## The problem
Scan the data below for the string "relative". Show every line where it turns up.

>>>>>

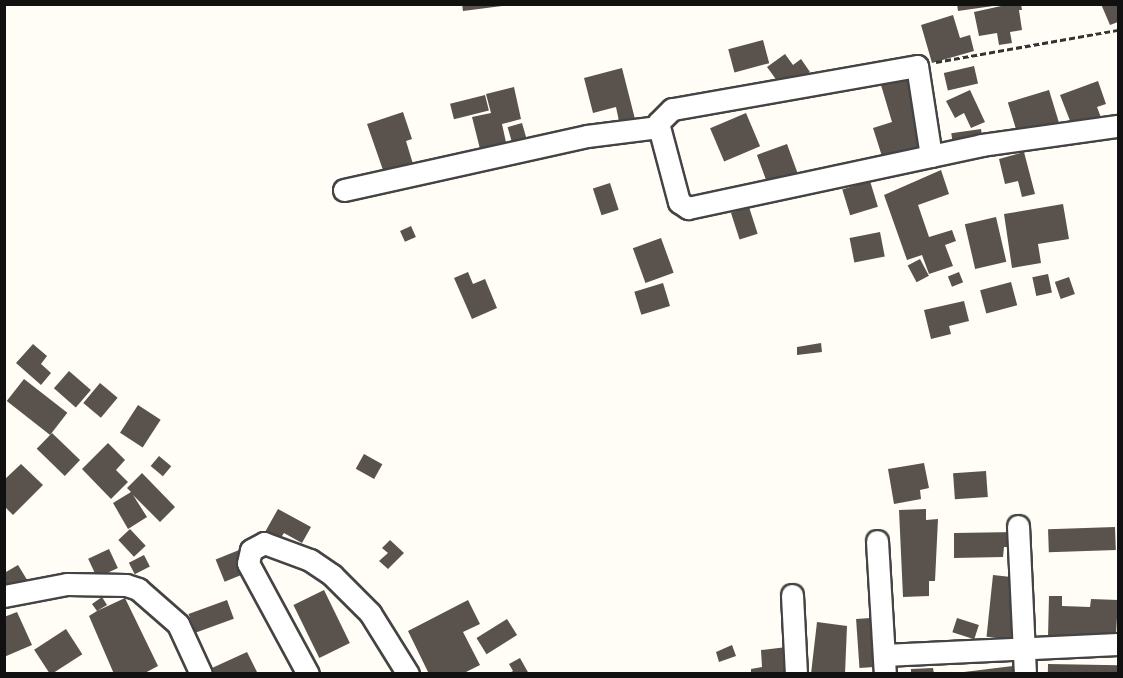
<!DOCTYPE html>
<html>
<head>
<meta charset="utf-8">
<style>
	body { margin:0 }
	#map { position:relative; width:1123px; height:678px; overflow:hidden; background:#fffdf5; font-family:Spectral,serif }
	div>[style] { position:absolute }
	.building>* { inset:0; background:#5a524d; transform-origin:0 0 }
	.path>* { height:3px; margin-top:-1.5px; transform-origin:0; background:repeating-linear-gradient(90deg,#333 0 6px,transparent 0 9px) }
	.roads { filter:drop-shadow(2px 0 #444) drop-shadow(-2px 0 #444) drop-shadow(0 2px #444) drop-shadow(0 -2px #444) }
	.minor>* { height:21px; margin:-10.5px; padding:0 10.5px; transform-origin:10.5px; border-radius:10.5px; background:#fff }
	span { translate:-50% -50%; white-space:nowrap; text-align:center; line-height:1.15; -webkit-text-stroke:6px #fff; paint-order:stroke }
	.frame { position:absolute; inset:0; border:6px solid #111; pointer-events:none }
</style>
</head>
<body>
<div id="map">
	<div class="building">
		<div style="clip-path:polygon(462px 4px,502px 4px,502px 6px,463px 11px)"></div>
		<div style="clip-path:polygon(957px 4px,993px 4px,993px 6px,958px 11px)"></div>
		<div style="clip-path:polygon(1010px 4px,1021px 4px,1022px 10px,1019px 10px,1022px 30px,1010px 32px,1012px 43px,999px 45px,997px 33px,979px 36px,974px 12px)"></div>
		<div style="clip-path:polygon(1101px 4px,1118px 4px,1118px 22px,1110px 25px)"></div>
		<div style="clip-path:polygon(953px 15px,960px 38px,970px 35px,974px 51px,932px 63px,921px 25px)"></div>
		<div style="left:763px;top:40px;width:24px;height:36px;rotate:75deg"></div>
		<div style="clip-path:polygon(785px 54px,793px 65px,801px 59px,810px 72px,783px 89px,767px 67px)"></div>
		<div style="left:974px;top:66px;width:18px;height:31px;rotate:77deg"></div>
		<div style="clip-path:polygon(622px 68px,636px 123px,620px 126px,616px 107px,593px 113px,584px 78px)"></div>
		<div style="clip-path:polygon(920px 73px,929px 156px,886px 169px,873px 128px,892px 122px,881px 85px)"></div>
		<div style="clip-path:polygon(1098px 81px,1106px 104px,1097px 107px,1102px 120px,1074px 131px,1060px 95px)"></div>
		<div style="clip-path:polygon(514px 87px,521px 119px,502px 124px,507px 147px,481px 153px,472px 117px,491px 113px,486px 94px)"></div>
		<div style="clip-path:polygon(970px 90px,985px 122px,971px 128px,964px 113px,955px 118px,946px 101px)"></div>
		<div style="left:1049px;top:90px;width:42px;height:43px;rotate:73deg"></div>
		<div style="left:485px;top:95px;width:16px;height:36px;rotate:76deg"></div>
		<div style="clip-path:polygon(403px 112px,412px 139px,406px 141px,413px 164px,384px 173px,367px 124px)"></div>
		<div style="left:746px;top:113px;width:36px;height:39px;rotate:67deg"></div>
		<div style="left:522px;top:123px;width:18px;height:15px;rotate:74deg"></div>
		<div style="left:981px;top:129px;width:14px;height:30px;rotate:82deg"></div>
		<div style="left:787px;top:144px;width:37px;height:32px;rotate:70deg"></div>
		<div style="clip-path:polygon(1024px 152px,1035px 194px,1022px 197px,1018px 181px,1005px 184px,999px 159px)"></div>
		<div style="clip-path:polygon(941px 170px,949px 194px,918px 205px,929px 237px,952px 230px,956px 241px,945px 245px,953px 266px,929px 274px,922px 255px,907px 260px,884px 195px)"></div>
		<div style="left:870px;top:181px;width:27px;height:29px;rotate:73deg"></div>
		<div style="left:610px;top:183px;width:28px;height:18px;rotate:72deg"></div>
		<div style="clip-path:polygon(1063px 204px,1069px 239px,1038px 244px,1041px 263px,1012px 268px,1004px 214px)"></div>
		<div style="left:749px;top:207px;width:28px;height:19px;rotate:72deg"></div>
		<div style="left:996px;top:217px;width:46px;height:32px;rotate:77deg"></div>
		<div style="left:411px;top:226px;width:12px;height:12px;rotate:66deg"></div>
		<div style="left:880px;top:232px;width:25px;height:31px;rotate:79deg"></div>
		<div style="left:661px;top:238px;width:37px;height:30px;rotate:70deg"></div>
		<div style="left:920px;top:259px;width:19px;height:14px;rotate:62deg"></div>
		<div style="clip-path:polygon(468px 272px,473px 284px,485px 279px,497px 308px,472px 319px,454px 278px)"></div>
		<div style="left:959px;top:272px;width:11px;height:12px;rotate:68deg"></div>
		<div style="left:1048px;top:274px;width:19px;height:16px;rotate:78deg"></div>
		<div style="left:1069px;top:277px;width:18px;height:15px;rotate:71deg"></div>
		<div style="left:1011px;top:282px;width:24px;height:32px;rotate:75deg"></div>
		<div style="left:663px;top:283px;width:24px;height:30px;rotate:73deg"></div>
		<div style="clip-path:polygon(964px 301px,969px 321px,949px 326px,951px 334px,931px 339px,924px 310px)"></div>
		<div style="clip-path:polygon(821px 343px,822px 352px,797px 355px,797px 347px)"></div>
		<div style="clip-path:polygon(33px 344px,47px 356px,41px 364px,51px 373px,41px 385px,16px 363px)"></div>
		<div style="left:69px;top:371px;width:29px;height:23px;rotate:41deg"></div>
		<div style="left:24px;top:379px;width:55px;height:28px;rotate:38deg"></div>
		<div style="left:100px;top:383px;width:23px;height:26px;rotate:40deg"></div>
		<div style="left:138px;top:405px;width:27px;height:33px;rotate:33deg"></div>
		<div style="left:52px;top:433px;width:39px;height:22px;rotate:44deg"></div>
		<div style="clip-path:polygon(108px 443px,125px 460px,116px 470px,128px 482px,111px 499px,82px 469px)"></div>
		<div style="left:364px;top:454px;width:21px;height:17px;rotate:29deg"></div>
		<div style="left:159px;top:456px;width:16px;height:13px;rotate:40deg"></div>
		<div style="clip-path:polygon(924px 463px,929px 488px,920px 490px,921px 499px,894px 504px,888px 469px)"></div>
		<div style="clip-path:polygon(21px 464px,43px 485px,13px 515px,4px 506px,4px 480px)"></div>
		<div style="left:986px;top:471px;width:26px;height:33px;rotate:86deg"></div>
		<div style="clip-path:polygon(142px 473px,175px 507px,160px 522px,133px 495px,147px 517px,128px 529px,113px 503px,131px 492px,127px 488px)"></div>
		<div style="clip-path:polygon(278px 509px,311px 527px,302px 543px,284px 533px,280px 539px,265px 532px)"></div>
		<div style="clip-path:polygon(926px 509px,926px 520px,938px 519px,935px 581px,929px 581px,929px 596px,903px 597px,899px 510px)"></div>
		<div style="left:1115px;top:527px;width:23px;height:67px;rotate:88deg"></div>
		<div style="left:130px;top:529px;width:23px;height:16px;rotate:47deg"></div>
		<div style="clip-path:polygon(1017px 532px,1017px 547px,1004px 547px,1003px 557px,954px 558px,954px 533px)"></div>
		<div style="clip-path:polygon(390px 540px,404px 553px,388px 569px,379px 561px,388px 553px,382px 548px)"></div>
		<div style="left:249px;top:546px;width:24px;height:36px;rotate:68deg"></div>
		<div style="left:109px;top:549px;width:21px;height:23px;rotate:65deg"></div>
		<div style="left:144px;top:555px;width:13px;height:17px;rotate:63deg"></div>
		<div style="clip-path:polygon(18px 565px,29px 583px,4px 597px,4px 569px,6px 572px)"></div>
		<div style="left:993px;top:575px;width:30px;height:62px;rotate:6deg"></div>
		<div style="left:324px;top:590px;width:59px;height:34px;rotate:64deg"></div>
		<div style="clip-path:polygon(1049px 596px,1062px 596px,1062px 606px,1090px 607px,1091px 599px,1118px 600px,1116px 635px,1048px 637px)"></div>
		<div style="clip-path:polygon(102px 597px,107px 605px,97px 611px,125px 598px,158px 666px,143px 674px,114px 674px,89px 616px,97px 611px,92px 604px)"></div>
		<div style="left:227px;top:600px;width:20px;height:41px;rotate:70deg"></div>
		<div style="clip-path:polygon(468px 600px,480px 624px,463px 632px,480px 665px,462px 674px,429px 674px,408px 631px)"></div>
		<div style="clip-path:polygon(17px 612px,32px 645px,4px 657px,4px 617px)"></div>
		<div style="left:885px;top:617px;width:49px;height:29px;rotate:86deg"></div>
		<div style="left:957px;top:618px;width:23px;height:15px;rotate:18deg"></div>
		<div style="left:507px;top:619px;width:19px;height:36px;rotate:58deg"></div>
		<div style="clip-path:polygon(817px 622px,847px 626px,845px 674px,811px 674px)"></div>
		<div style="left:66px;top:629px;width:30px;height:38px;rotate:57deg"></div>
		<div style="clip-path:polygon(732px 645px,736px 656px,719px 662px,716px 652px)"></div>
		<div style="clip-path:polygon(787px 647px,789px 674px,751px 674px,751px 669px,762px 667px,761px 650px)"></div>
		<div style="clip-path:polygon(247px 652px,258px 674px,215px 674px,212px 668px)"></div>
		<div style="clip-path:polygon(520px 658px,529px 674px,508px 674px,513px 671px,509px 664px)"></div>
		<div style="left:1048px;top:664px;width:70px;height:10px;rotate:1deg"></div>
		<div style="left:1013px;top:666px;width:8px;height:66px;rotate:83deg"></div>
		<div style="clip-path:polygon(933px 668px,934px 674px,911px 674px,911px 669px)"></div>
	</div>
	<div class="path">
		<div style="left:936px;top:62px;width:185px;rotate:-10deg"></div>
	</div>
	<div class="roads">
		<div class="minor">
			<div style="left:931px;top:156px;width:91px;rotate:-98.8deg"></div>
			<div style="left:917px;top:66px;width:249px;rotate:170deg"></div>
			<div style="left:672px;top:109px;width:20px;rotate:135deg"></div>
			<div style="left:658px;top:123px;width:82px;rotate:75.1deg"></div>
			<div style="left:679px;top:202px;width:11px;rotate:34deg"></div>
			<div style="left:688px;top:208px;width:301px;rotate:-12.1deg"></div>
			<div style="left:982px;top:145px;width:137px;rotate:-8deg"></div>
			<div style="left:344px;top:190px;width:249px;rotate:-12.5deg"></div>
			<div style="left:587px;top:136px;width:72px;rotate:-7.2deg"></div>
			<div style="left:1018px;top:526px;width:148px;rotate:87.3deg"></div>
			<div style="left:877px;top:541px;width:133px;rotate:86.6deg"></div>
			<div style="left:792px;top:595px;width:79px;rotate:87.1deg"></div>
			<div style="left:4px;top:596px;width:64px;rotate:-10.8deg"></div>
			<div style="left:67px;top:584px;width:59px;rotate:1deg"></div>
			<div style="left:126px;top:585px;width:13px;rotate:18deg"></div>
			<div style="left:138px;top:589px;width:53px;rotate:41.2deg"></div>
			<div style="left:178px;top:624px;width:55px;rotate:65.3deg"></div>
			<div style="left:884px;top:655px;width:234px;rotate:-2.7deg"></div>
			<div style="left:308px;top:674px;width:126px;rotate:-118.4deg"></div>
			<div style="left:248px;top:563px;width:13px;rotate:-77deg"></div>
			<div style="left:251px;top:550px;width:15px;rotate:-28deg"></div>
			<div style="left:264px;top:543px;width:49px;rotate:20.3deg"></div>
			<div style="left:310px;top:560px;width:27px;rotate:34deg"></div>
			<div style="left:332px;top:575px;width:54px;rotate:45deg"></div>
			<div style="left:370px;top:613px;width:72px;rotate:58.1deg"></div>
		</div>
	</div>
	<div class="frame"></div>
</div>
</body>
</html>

<<<<<
>>>>>

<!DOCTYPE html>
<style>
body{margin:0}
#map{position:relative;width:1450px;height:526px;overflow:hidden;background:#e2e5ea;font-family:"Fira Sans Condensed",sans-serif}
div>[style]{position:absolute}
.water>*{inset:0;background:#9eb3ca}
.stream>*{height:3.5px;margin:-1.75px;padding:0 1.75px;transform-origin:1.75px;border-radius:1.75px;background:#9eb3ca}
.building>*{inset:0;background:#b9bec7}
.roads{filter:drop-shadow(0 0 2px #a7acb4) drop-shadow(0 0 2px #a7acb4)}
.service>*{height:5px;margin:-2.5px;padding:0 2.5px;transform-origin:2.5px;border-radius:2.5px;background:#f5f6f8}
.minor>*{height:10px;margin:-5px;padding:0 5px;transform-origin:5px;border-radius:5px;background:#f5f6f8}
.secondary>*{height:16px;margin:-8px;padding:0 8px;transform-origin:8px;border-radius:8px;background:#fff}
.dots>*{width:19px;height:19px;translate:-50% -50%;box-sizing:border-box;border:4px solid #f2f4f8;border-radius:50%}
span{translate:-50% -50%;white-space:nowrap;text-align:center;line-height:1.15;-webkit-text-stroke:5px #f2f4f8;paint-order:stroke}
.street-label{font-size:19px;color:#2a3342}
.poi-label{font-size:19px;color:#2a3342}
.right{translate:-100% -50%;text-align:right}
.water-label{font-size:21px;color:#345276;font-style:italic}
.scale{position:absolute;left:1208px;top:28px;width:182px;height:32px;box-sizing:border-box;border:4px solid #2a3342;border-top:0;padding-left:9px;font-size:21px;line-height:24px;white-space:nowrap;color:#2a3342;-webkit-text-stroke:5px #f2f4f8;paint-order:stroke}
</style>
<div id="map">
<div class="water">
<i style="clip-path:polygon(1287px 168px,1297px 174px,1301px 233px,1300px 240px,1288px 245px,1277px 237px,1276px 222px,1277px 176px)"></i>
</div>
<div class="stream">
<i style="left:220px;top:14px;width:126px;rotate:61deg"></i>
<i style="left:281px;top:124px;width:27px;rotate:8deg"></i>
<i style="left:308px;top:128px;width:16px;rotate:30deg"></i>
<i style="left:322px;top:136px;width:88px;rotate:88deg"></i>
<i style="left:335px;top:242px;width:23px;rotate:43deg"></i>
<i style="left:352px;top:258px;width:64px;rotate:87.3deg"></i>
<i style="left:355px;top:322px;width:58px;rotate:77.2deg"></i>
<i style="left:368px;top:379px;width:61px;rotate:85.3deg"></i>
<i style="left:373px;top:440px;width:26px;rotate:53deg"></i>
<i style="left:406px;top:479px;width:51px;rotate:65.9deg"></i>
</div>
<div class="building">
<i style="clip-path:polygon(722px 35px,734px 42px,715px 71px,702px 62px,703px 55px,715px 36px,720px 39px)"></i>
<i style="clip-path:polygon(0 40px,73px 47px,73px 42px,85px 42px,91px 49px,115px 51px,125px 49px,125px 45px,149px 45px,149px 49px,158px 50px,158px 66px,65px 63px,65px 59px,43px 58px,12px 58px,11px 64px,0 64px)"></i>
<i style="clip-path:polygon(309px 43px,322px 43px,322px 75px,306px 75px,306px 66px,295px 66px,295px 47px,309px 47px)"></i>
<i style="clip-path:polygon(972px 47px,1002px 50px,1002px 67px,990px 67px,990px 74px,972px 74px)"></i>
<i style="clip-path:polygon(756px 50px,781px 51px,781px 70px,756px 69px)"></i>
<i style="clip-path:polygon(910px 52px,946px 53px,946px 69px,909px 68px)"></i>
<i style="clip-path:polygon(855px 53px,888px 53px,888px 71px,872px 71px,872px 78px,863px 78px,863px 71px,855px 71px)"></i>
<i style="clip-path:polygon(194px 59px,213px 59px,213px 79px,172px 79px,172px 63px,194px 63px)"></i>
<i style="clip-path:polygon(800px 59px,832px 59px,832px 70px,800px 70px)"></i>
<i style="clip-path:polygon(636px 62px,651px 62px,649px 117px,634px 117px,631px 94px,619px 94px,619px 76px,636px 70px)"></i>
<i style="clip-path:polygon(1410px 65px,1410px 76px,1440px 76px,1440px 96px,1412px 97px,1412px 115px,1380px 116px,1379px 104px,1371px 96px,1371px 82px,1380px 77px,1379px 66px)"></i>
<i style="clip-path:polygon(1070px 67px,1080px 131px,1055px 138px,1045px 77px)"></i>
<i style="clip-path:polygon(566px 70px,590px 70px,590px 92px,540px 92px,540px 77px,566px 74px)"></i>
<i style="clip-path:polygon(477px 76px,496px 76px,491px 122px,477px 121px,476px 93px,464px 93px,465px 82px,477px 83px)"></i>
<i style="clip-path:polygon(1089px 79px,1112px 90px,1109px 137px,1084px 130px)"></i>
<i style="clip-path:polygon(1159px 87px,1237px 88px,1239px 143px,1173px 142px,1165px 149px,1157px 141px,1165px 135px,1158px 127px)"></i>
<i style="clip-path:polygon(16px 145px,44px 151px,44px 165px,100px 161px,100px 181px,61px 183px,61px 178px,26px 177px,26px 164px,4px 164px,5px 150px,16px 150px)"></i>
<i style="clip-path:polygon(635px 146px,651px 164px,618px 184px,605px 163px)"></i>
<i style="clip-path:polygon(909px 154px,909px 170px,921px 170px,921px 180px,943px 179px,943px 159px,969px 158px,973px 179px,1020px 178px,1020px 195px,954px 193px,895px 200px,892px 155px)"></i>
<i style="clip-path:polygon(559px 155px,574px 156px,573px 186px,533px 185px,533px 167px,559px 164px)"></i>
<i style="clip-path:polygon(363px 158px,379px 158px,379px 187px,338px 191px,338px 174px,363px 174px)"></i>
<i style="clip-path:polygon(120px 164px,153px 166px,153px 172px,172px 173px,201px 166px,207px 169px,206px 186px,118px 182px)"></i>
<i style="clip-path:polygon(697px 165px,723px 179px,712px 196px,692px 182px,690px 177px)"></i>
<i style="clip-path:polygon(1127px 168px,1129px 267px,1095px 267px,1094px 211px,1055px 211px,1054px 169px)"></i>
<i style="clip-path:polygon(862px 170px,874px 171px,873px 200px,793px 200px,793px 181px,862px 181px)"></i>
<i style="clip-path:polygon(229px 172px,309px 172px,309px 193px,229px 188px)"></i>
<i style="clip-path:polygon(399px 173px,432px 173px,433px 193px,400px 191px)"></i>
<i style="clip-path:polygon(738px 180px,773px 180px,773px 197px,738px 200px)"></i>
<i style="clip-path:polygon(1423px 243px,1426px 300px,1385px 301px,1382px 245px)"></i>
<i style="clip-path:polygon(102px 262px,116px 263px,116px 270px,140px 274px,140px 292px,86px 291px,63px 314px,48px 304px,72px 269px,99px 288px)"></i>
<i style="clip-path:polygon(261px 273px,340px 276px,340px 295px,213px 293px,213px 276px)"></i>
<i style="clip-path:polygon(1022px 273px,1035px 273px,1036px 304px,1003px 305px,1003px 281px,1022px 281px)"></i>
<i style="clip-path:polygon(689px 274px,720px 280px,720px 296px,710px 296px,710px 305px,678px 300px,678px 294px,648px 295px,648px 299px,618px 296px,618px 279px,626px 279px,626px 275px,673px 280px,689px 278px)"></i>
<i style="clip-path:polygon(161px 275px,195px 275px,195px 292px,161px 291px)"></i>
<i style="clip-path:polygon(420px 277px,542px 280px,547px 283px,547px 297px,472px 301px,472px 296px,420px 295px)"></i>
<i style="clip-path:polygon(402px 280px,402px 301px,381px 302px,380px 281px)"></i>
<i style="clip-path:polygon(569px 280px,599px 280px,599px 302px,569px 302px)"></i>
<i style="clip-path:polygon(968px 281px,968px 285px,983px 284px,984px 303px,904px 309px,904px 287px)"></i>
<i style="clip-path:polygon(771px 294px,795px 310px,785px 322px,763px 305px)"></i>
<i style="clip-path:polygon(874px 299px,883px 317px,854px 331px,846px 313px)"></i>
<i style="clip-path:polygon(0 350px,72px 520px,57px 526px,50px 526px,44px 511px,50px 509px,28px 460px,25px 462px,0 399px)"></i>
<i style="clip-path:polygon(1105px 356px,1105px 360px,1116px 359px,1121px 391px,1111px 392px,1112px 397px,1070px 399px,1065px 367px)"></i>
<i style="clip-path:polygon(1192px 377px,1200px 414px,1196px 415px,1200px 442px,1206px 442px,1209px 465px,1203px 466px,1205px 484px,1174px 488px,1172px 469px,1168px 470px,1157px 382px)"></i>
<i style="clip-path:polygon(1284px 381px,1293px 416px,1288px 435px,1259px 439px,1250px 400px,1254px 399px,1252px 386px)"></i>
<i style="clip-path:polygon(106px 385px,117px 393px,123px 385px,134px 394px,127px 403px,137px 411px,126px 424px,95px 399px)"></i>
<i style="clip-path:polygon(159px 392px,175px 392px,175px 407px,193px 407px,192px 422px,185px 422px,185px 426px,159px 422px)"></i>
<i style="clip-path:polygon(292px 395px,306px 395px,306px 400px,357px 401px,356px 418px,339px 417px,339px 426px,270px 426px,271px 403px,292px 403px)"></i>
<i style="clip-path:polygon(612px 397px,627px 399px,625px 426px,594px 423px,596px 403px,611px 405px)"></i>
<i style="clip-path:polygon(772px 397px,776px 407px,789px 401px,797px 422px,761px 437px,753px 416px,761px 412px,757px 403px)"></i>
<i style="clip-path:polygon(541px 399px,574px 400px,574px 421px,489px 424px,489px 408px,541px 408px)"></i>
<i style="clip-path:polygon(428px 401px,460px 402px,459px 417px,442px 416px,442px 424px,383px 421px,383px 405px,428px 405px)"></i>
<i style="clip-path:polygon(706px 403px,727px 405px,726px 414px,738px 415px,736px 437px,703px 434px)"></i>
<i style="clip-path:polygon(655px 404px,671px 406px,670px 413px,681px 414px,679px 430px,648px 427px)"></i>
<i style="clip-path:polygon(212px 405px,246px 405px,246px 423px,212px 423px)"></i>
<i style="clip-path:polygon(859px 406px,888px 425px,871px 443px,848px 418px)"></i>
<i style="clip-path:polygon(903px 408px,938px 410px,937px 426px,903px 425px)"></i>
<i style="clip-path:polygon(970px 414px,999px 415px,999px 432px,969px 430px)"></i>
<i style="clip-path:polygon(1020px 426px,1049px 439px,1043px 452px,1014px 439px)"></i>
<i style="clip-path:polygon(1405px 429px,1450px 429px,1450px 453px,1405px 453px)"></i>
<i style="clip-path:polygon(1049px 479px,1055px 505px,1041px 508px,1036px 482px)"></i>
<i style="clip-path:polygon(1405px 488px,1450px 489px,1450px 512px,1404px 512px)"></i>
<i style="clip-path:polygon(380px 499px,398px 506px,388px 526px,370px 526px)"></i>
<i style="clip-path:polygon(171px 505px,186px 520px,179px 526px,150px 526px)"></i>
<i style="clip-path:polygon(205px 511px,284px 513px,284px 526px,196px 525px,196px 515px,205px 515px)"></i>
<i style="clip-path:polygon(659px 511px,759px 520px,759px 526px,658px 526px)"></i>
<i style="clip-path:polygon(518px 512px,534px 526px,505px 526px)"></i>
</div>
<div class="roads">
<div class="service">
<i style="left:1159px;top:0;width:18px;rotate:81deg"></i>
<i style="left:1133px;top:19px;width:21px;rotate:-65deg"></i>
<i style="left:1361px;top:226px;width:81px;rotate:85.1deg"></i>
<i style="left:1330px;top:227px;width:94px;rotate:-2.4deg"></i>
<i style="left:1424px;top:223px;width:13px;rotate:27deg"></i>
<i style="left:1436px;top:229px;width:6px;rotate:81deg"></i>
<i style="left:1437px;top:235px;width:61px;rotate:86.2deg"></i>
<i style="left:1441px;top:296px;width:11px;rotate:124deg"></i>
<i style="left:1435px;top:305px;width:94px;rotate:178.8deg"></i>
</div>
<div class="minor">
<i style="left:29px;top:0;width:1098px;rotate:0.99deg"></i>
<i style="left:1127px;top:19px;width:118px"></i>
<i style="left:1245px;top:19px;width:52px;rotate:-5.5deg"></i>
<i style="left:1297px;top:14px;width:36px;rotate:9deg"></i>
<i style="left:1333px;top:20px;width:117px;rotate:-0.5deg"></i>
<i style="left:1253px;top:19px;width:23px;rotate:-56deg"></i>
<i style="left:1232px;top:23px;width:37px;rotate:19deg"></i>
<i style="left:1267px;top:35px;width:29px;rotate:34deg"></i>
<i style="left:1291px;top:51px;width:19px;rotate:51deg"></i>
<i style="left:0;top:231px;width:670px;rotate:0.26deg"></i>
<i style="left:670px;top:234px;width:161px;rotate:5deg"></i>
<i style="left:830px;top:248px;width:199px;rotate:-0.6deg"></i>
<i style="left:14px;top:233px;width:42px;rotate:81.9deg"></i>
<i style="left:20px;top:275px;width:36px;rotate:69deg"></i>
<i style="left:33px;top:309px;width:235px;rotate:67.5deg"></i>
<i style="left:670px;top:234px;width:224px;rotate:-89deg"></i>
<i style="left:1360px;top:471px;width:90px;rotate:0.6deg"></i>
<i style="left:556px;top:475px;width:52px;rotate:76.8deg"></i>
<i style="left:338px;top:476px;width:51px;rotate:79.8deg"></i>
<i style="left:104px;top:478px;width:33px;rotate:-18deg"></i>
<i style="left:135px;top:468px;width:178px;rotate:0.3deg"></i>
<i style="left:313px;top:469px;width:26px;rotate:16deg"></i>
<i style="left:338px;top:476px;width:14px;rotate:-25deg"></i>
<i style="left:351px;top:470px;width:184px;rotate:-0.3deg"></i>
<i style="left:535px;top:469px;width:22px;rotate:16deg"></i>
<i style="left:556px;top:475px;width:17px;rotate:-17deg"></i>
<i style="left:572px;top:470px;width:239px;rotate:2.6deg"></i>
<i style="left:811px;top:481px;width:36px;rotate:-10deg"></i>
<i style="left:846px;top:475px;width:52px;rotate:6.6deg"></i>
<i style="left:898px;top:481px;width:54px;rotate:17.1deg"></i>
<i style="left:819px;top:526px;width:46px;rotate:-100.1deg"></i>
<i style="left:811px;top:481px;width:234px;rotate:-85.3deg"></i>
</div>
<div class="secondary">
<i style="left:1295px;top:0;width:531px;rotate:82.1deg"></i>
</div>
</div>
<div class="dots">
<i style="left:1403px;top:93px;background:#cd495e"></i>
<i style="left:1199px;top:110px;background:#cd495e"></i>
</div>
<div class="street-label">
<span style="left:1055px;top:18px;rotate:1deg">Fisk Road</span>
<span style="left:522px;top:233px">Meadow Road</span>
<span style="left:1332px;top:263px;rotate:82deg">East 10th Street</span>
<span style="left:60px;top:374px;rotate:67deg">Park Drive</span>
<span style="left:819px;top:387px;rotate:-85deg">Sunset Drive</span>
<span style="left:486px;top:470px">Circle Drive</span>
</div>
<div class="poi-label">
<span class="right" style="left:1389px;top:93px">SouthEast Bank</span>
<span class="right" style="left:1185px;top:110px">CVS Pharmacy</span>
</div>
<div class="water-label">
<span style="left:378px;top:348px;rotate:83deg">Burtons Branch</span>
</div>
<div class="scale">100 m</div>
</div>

<<<<<

## Result of this task
	#map { position:relative; width:1123px; height:678px; overflow:hidden; background:#fffdf5; font-family:Spectral,serif }
#map{position:relative;width:1450px;height:526px;overflow:hidden;background:#e2e5ea;font-family:"Fira Sans Condensed",sans-serif}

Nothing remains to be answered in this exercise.